Reductive Elimination

Reductive elimination is the reverse of oxidative addition. The metal will gain electrons, reducing the oxidation state. The coordination number will increase as substituents are added. The two ligands being added must be cis to the metal center. If the ligands are trans, they will be rearranged through isomerization.

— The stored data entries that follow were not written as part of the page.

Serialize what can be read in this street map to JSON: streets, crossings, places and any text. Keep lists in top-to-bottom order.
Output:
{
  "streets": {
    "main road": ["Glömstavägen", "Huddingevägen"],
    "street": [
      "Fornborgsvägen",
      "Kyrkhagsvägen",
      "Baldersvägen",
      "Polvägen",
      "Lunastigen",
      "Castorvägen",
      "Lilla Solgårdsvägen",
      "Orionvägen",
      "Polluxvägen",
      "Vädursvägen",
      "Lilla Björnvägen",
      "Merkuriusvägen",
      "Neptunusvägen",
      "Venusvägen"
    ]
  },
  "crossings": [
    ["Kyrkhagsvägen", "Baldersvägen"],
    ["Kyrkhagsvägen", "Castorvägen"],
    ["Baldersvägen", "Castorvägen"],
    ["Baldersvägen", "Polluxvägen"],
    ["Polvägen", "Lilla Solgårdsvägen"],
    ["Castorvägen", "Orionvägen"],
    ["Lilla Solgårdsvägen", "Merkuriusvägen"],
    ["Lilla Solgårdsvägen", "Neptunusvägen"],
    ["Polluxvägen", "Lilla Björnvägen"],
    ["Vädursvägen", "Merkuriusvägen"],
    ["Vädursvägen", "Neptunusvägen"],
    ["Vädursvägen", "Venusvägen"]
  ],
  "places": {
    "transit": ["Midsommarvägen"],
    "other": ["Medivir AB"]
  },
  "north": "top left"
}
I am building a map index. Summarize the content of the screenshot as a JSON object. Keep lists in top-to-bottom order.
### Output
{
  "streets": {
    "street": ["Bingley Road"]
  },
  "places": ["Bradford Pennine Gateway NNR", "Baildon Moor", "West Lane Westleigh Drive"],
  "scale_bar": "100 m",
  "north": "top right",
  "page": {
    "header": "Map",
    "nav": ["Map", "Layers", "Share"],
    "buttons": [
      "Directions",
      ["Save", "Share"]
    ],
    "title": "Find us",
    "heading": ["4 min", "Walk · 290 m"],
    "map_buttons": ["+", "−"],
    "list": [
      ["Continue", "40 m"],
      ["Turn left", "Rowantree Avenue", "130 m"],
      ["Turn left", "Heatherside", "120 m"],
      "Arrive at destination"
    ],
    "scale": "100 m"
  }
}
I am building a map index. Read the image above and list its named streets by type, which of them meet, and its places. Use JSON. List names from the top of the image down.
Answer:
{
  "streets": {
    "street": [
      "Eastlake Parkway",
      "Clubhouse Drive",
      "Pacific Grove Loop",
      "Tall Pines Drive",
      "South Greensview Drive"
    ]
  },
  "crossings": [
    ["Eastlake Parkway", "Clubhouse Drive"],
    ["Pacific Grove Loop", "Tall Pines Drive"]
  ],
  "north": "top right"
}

Reduction occurs when electrons are gained. In organic chemistry, this happens when there is a decrease in C-O, C-X, and C-N bonds, and an increase in C-H bonds.

 

Importance

  • Reductive elimination can be used to form C-C and C-X bonds, which is extremely important in pharmaceuticals, green chemistry, and industry.
  • Reductive Elimination is selective and reactions typically have a high yield. This is important to drug design and pharmaceutical companies that need high yields of their reactions to reduce costs. 
  • It is an important step that is used in many reactions such as cross-coupling, C-H activation, carbonylation, and hydroformylation.

 

Mechanism

 

Factors that Affect Elimination

  • Oxidation state - d8 and d10 metals such as Rh(III), Pt(IV), and Pd(II) favor elimination
  • Ligand Effects - Bigger ligands will increase the rate of elimination. Electron-rich ligands weaken metal-substituent bonds to advance elimination.
  • Sterics - Ligands must be cis. If trans, isomerization will need to occur.